Era come se parlasse a quella Napoli sfregiata dalla camorra e dalla speculazione edilizia, a quella città che aveva appena perso un figlio coraggioso. E in quell’immaginaria Maria che la canzone chiama, qualcuno di noi vedeva il volto dei giovani giornalisti, degli idealisti, dei sognatori che non si arrendevano.
Sarà
Un'altra strada che ci sarà
Forse arriveremo in tempo
Sarà
Tutto in un momento, ah
Ascoltare Sarà in quegli anni significava sentire sulla pelle una promessa: che il futuro non era scritto, che nonostante tutto ci sarebbe stato un domani diverso. Anche se avevano ucciso Siani, anche se i cantieri restavano fermi, anche se i ragazzi migliori partivano al Nord in cerca di lavoro, Napoli avrebbe continuato a cantare e a lottare.
Nel mio ricordo di bambino c’è un’immagine nitida: le strade ancora sconnesse del Vasto, il grigio dei palazzi lesionati, e dalla finestra di una 127 azzurra la voce di Pino che riempie l’aria. Da qualche parte, nel silenzio sospeso di un autunno amaro, c’è anche una Mehari parcheggiata sotto casa, con il giornale del giorno sul sedile.
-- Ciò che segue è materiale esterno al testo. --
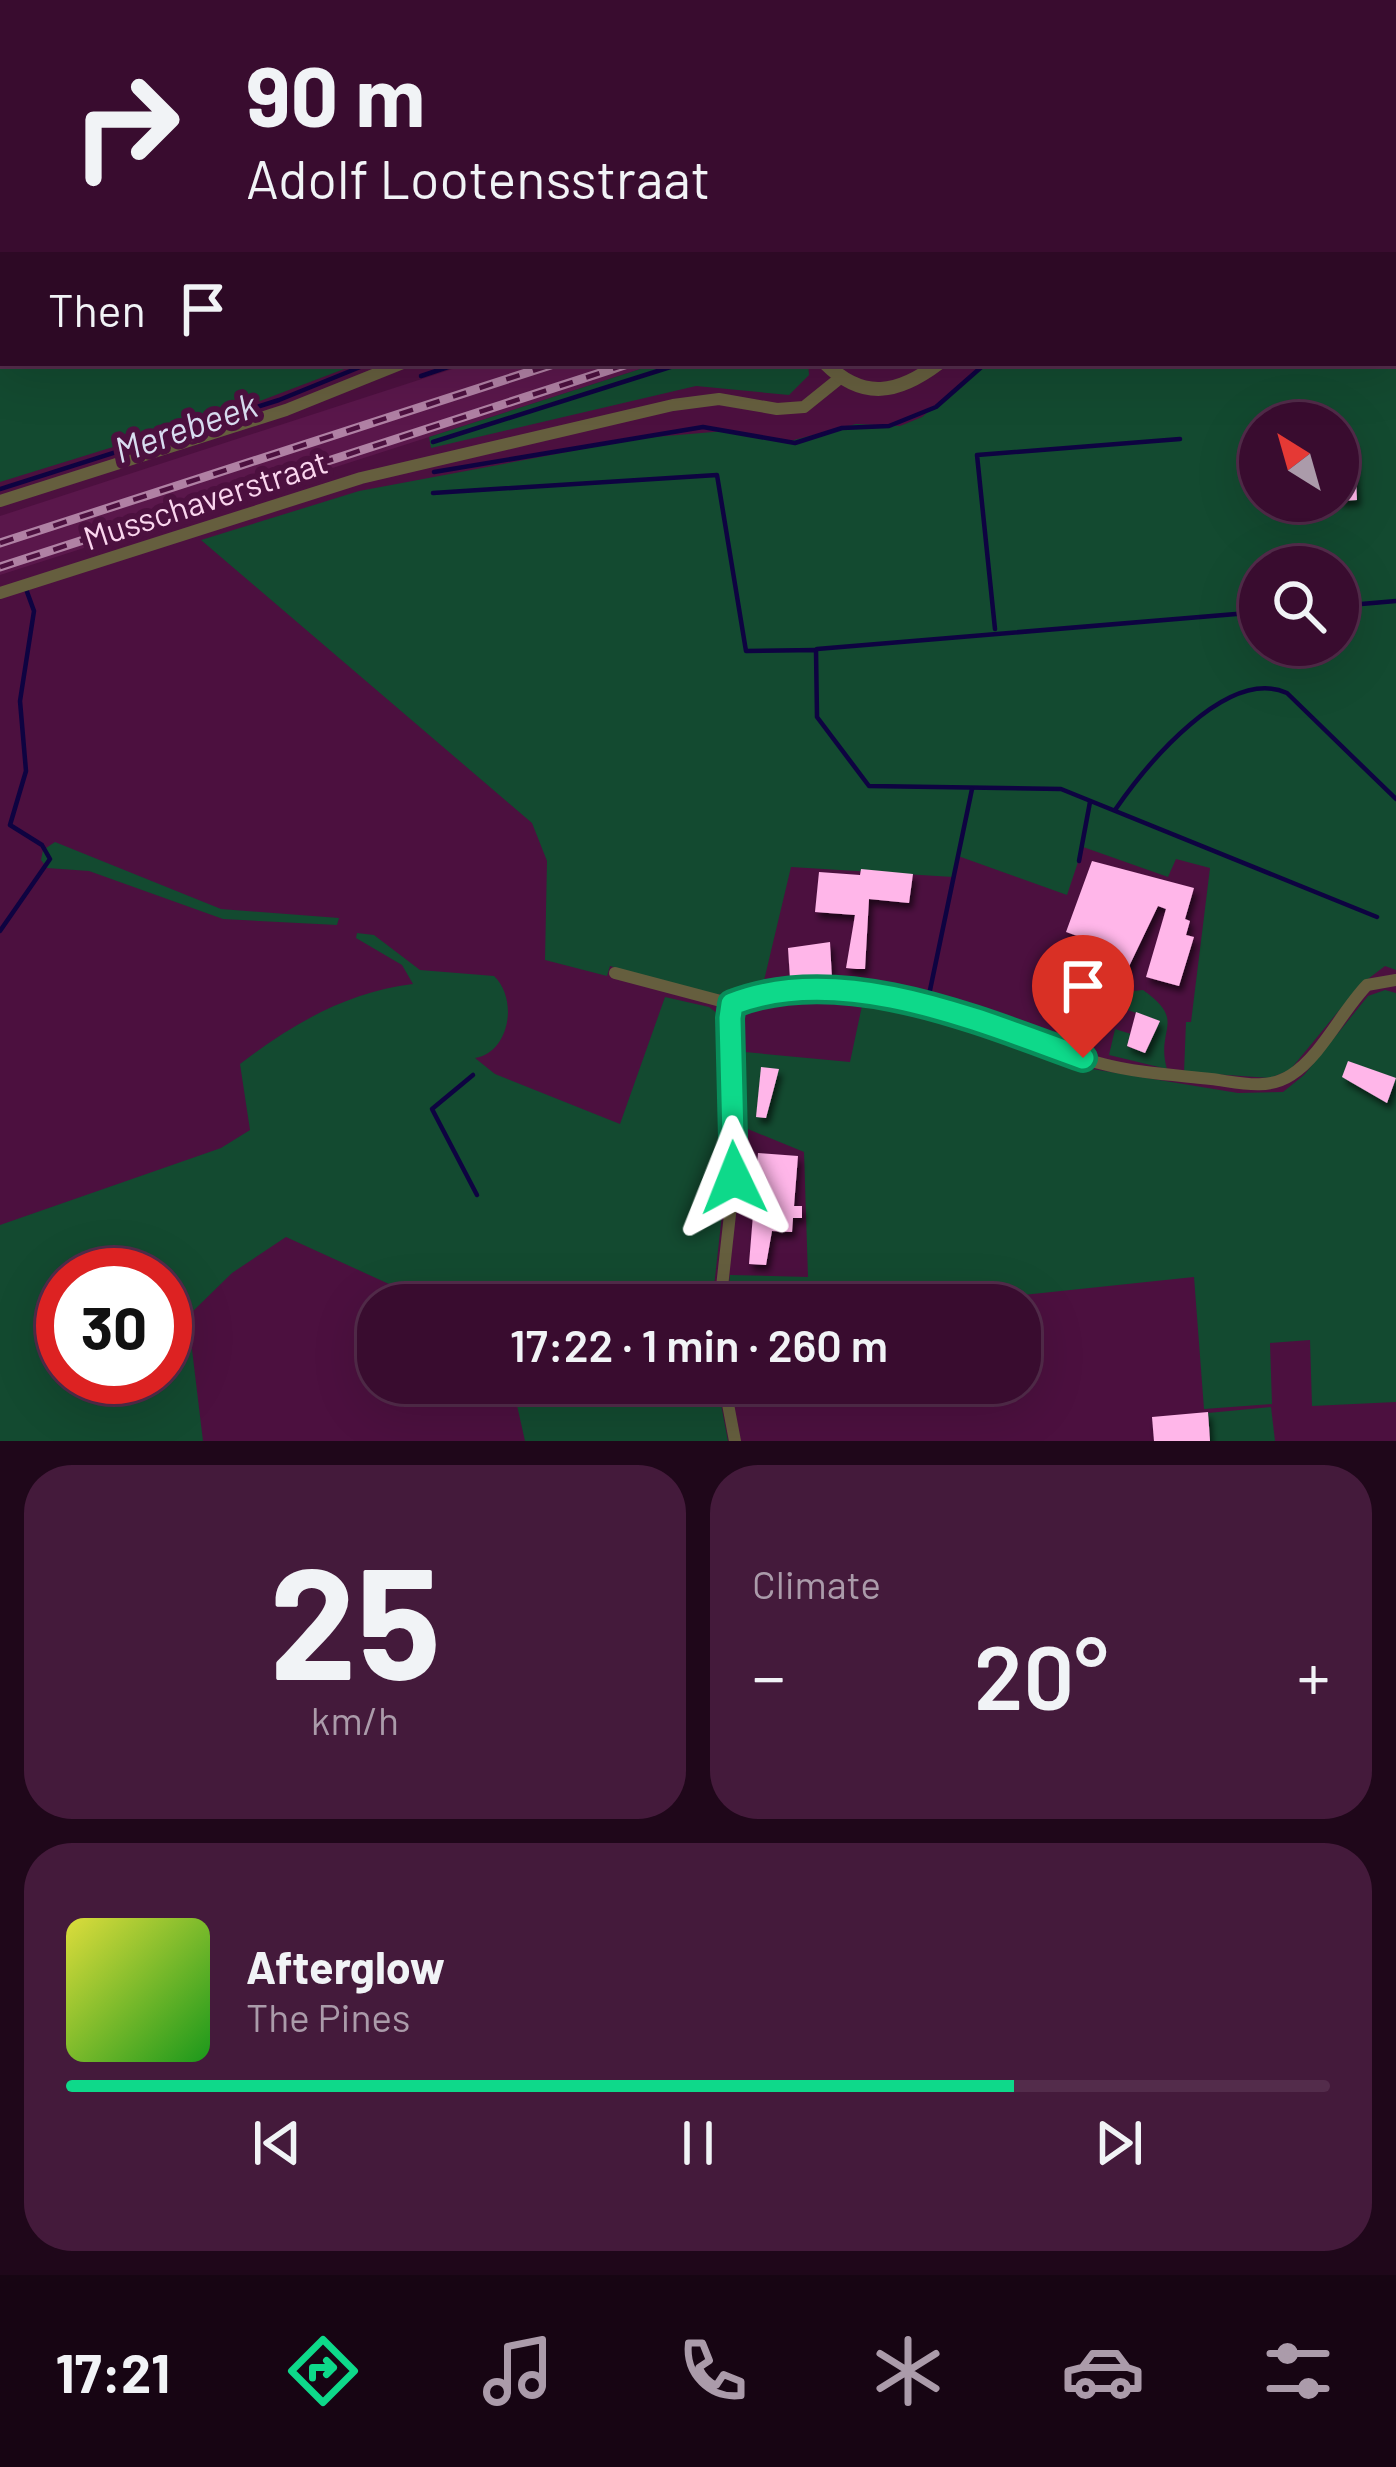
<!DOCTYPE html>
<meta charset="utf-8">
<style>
body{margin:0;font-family:Barlow,sans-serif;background:#441a3b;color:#f1f3f6;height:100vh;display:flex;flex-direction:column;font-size:45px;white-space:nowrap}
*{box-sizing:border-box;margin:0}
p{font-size:39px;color:#ab9baa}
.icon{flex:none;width:66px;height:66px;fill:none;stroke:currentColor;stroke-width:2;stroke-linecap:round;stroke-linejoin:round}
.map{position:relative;height:1441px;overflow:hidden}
.sheet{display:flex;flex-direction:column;gap:24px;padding:24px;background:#1f071a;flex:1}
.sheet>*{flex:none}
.guide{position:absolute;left:0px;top:0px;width:1398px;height:366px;box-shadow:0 12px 48px #0002,0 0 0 3px #532c4b;background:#390c2f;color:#f1f3f6;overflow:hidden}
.needle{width:78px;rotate:323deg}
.buttons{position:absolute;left:1239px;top:402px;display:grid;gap:24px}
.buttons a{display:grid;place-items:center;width:120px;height:120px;border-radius:50%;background:#390c2f;box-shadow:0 12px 48px #0002,0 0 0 3px #532c4b;font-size:60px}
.speed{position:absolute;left:36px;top:1248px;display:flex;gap:24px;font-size:60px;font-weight:700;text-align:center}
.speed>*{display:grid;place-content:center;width:156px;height:156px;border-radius:50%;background:#390c2f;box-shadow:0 12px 48px #0002,0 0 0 3px #532c4b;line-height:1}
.speed .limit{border:18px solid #d22;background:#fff;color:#111}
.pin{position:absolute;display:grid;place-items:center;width:102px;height:102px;color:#fff;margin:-123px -51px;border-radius:50% 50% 50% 0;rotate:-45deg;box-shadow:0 0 12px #0007}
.pin .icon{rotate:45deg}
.me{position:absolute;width:132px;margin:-66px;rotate:358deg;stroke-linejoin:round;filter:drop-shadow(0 0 9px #0008)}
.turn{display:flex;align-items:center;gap:42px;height:252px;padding:0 48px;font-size:54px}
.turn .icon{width:156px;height:156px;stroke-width:2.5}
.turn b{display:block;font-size:84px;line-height:102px}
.then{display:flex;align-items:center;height:114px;padding:0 48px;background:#0003;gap:24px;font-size:45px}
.big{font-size:90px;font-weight:600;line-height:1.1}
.sheet .card{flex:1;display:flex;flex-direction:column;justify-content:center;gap:18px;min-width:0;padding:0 42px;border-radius:48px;background:#441a3b}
.sheet .dial{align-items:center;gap:0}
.dial b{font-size:156px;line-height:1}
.song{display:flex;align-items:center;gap:36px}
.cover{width:144px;height:144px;border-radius:18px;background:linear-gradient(135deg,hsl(60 70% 55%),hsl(120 70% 35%))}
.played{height:12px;border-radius:6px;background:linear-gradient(90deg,#0ed98a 75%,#532c4b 75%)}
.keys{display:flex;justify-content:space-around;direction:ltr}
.heat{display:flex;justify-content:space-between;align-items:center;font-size:66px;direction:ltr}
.sheet .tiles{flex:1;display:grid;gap:24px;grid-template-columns:1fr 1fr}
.card:last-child{grid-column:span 2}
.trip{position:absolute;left:357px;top:1284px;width:684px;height:120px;border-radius:48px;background:#390c2f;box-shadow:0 12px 48px #0002,0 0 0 3px #532c4b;font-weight:600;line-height:120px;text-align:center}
.dock{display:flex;height:192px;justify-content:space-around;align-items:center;background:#170513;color:#ab9baa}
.dock .icon{width:84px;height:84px}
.dock .active{color:#0ed98a}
.dock b{font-size:54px;color:#f1f3f6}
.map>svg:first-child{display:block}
.built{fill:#5a174b}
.green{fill:#134a30;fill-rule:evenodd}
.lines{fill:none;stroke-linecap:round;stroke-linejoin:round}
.stream{stroke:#0e0341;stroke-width:4.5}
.building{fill:#ffb6e9;filter:url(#shadow)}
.minor{stroke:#655e3e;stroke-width:12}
.tertiary{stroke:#655e3e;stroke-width:14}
.rail-casing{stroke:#b081a4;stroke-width:9}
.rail{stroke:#4c103f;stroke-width:4.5;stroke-dasharray:14;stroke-linecap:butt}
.route-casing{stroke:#098d5a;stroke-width:30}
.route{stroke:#0ed98a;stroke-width:21}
.labels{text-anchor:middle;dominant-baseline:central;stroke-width:12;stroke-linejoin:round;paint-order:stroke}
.street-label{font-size:33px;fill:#fad5ee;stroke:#4c103f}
.water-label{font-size:36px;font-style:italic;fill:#d8dcf0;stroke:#4c103f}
</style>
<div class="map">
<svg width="1396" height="1441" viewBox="0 0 1396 1441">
<defs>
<filter id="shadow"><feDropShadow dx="3.5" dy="6" stdDeviation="3" flood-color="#0009"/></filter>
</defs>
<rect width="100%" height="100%" fill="#4c103f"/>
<polygon class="built" points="471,363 659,363 0,575 0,516"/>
<g class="green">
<polygon points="0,0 477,0 477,3 3,3 0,171"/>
<path d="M 1396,161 L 1396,970 L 1385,966 L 1360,985 L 1290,1070 L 1270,1078 L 1184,1072 L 1186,1022 L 1191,1022 L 1210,868 L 1176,859 L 1168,877 L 1083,847 L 1067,895 L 958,856 L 953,877 L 791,867 L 762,989 L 713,995 L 610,966 L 607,976 L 545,960 L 547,861 L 532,823 L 201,540 L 359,491 L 642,438 L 725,431 L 786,442 L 856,424 L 900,426 L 922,417 L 985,363 L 1395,363 ZM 1260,423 L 1338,423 L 1338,501 L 1260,501 ZM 1260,567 L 1338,567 L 1338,645 L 1260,645 Z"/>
<polygon points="0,299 3,363 360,363 252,404 0,482"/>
<polygon points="659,363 808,363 809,375 789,395 696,386 431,448 429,437"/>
<polygon points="55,842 221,909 339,918 337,925 223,919 89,871 47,868 41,860 43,850"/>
<path d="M 357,933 L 374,935 L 420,970 L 494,976 C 519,1000 509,1053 475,1058 L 495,1074 L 620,1124 L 665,997 L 709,1007 L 718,1014 L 726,1178 L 712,1305 L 435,1305 L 286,1237 L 232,1273 L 188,1316 L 203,1441 L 0,1441 L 0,1225 L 221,1148 L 250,1130 L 240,1064 C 292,1024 347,992 413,984 L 402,965 L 356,938 ZM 63,1275 L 165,1275 L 165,1377 L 63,1377 Z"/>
<path d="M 1143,990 C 1188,1022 1155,1028 1167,1069 L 1109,1055 L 1115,1029 L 1131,1034 L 1128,1047 L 1145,1052 L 1159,1021 L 1122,1008 L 1133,991 Z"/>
<polygon points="1385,990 1396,993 1396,1402 1312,1406 1310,1340 1270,1343 1272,1404 1204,1409 1194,1277 975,1300 975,1305 727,1305 730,1275 808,1277 804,1152 738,1125 734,1051 850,1062 863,1001 1000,1038 1074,1066 1238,1093 1283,1092 1304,1075 1368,996"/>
<polygon points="512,1383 717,1383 728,1441 525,1441"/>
<polygon points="1271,1407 1275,1441 1210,1441 1208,1413"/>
</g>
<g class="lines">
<g class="stream">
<polyline points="590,0 591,3"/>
<polyline points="1201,0 1202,3"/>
<polyline points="1395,36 1396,35"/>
<polyline points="1395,59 1396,59"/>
<polyline points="1395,134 1396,133"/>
<polyline points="1395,159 1396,158"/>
<polyline points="421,376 460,363"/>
<polyline points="433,442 683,363"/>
<polyline points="434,472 703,427 795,443 842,428 889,426 936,407 986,363"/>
<polyline points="0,489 279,400 370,363"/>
<polyline points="433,493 717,475 746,651 816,650 817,717 869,786 1061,789 1377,917"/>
<polyline points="1338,606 1396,601"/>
<polyline points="995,629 977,455 1180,439"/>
<polyline points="817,649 1260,612"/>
<path d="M 1115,810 C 1146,765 1227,666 1287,693 L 1396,799"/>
<polyline points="1079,861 1090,802"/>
<polyline points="0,931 50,859 42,845 10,825 26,771 20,701 34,611 26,589"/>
<polyline points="929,995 972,789"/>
<polyline points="473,1075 432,1109 477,1195"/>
</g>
</g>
<g class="building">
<polygon points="1354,442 1357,500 1338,501 1339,443"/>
<polygon points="1092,861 1194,888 1185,919 1190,921 1186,935 1194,937 1179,986 1146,977 1166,909 1158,906 1111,1004 1100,999 1084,1045 1067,1036 1076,1008 1058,1002 1083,938 1066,932"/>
<polygon points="861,869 913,874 909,903 869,899 865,969 857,969 846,968 855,915 815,912 819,872 860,875"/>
<polygon points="830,942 832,979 790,979 788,948"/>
<polygon points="1136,1012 1160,1021 1145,1053 1127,1046"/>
<polygon points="1348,1061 1396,1078 1387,1103 1342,1077"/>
<polygon points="761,1067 779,1069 766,1118 756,1117"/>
<polygon points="758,1153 798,1156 794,1206 802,1206 802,1218 793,1218 792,1232 772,1231 766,1265 749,1264"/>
<polygon points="1208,1412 1210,1441 1154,1441 1152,1417"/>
</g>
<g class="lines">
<g class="minor">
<polyline points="0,501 286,410 403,363"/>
<polyline points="0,593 361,478 673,405 719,399 777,409 804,407 840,378"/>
<polyline points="615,973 732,1004"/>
<path d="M 720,1305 L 734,1178 L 732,1004 C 854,956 987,1033 1103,1064 C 1137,1073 1175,1075 1211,1079 C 1237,1082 1267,1091 1291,1075 C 1322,1055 1341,1012 1367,985 L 1396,980"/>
<polyline points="724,1383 735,1441"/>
</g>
<g class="tertiary">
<polyline points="1395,48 1396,48"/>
<polyline points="1395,147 1396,147"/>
<path d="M 825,363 C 863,401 898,394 939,363"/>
</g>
<defs>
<g id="rail">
<polyline points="1395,77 1396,77"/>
<polyline points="1395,100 1396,100"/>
<polyline points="0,543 557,363"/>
<polyline points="0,567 631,363"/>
</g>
</defs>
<use href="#rail" class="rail-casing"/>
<use href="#rail" class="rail"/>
</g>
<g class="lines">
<defs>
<path id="route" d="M 734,1178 L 730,1018 L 732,1004 C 841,961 980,1021 1083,1058"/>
</defs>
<use href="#route" class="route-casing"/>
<use href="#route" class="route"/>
</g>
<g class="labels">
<g class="street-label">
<text transform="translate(205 499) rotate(-18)">Musschaverstraat</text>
</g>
<g class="water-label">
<text transform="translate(185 426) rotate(-19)">Merebeek</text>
</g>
</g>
</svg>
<div class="buttons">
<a><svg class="needle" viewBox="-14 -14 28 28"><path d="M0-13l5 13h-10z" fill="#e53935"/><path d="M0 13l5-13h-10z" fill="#ab9baa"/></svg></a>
<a><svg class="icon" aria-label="search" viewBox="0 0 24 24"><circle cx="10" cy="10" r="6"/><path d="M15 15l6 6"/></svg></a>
</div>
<div class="speed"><div class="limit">30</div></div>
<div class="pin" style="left:1083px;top:1058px;background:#d93025"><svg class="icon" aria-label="arrive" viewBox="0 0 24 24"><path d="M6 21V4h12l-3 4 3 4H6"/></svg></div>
<svg class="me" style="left:734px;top:1178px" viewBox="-20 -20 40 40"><path d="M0-17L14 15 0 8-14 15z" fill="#0ed98a" stroke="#fff" stroke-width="4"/></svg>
<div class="trip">17:22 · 1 min · 260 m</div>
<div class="guide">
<div class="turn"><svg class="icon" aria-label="right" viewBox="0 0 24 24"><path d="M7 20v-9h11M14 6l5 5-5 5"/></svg><div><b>90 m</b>Adolf Lootensstraat</div></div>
<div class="then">Then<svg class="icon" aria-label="arrive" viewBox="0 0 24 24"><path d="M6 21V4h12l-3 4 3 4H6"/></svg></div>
</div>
</div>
<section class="sheet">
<div class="tiles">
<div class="card dial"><b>25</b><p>km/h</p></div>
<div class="card"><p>Climate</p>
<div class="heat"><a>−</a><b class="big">20°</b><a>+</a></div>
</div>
<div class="card">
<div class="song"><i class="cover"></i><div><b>Afterglow</b><p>The Pines</p></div></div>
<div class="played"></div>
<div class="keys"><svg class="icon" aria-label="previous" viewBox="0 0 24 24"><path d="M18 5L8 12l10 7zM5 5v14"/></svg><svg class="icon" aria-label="pause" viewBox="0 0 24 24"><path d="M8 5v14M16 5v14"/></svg><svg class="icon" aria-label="next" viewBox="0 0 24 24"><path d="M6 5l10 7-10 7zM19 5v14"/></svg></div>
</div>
</div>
</section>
<nav class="dock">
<b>17:21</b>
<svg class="icon active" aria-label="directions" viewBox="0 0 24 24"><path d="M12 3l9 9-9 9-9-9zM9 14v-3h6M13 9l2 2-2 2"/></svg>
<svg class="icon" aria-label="music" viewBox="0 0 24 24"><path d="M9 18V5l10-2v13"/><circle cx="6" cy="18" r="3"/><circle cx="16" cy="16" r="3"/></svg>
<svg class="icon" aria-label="phone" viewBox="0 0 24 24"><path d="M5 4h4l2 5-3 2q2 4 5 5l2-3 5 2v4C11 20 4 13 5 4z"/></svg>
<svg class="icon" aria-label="climate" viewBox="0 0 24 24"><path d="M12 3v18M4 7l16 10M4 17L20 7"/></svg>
<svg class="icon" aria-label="car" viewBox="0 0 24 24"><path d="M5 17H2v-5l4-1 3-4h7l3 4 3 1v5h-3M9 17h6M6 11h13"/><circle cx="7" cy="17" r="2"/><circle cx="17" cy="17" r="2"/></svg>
<svg class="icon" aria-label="filters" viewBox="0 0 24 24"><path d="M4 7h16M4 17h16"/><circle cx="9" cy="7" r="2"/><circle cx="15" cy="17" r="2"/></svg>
</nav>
Le due immagini si intrecciano nella memoria come un riflesso proustiano: il sangue sulla strada e la musica che lo consola, il dolore di una morte e la voce che invita a non chinare la testa.
“Sarà…”
Forse Pino non pensava a Siani quando la scrisse. Forse sì, in qualche modo. Ma per chi ascoltava, quella canzone diventava anche questo: un abbraccio invisibile a chi aveva pagato con la vita la sua onestà, e un monito a tutti gli altri a non cedere.
Perché la speranza, come la verità, non si può spegnere con quattro colpi di pistola.
E oggi, a quarant’anni da quella sera di settembre, la canzone continua a parlare. A chi scrive, a chi racconta, a chi non si arrende. A tutti quelli che, come Giancarlo, credono che anche la parola — fragile e leggera come una nota — possa cambiare il mondo.
Antonio Nacarlo
📦 BOX – Chi era Giancarlo Siani
Giancarlo Siani (Napoli, 19 settembre 1959 – Napoli, 23 settembre 1985) è stato un giornalista del quotidiano Il Mattino. Giovane cronista di nera, si occupò delle attività camorristiche nel territorio di Torre Annunziata e del legame tra clan, politica e affari legati alla ricostruzione post-terremoto.
Il 10 giugno 1985 firmò un articolo che rivelava l’accordo segreto tra la Nuova Famiglia e i Gionta, mettendo a nudo il patto tra criminalità e potere. Tre mesi dopo, mentre rientrava a casa a bordo della sua Citroën Méhari, fu assassinato sotto casa con dieci colpi di pistola. Aveva appena 26 anni.
Il suo sacrificio è diventato simbolo della libertà di stampa e della lotta contro ogni forma di censura e collusione. Oggi è riconosciuto come uno dei più importanti martiri civili dell’Italia repubblicana.